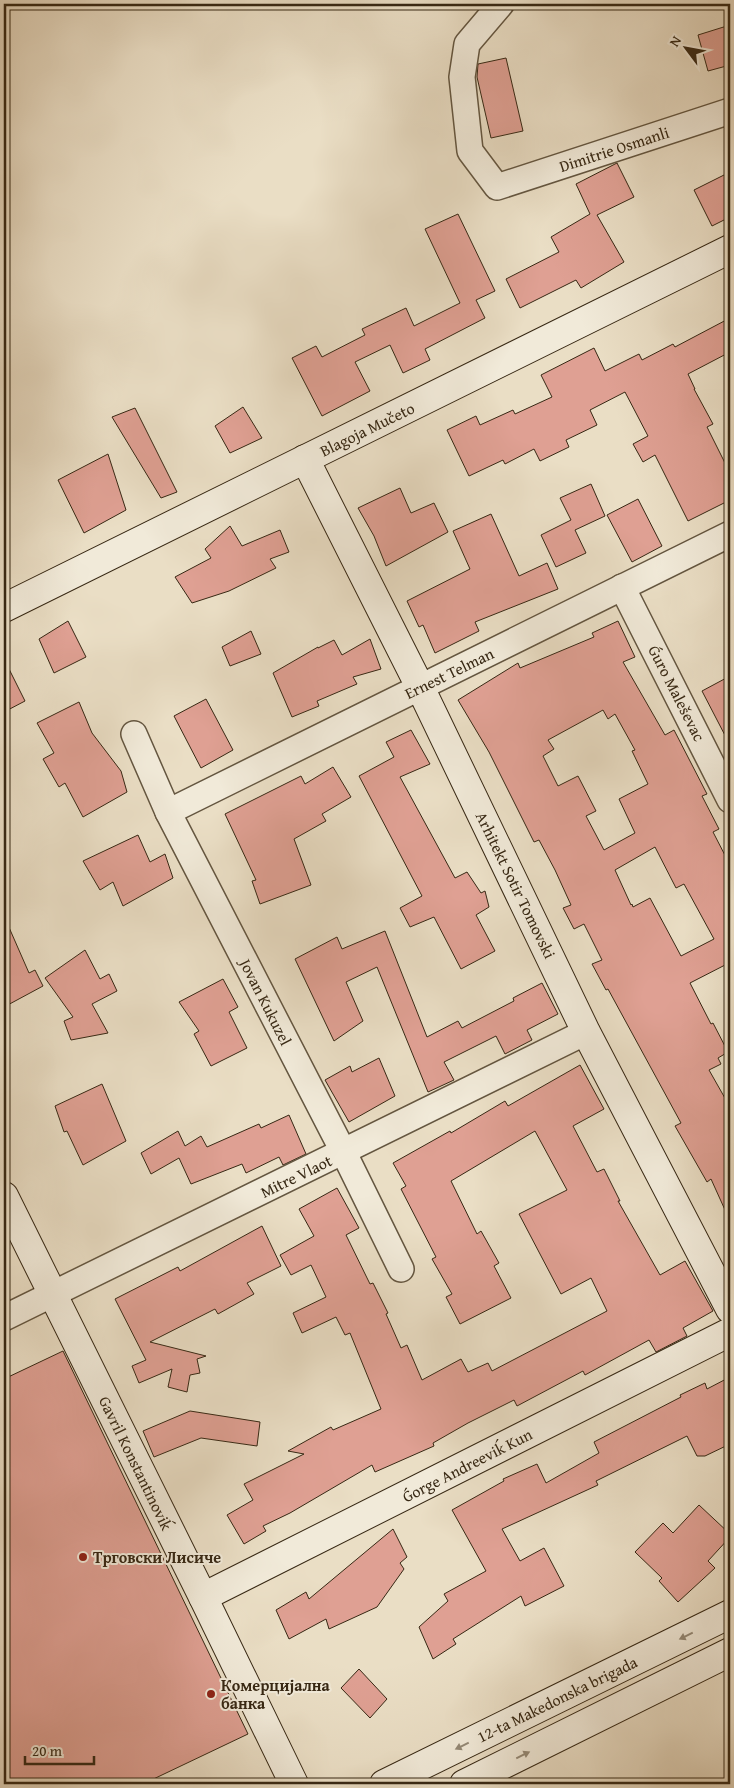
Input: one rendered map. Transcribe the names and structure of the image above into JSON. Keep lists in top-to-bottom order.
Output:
{
  "streets": {
    "street": [
      "Dimitrie Osmanli",
      "Blagoja Mučeto",
      "Ernest Telman",
      "Ǵuro Maleševac",
      "Arhitekt Sotir Tomovski",
      "Jovan Kukuzel",
      "Mitre Vlaot",
      "Gavril Konstantinoviḱ",
      "Ǵorge Andreeviḱ Kun",
      "12-ta Makedonska brigada"
    ]
  },
  "crossings": [
    ["Blagoja Mučeto", "Arhitekt Sotir Tomovski"],
    ["Ernest Telman", "Ǵuro Maleševac"],
    ["Ernest Telman", "Arhitekt Sotir Tomovski"],
    ["Ernest Telman", "Jovan Kukuzel"],
    ["Arhitekt Sotir Tomovski", "Mitre Vlaot"],
    ["Jovan Kukuzel", "Mitre Vlaot"],
    ["Mitre Vlaot", "Gavril Konstantinoviḱ"],
    ["Gavril Konstantinoviḱ", "Ǵorge Andreeviḱ Kun"]
  ],
  "places": ["Трговски Лисиче", "Комерцијална банка"],
  "scale_bar": "20 m",
  "north": "top left"
}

============================================================

BRIEF
In the records above, how many lines hold "Ernest"? Only the number is wanted.

FINISHED TASK
4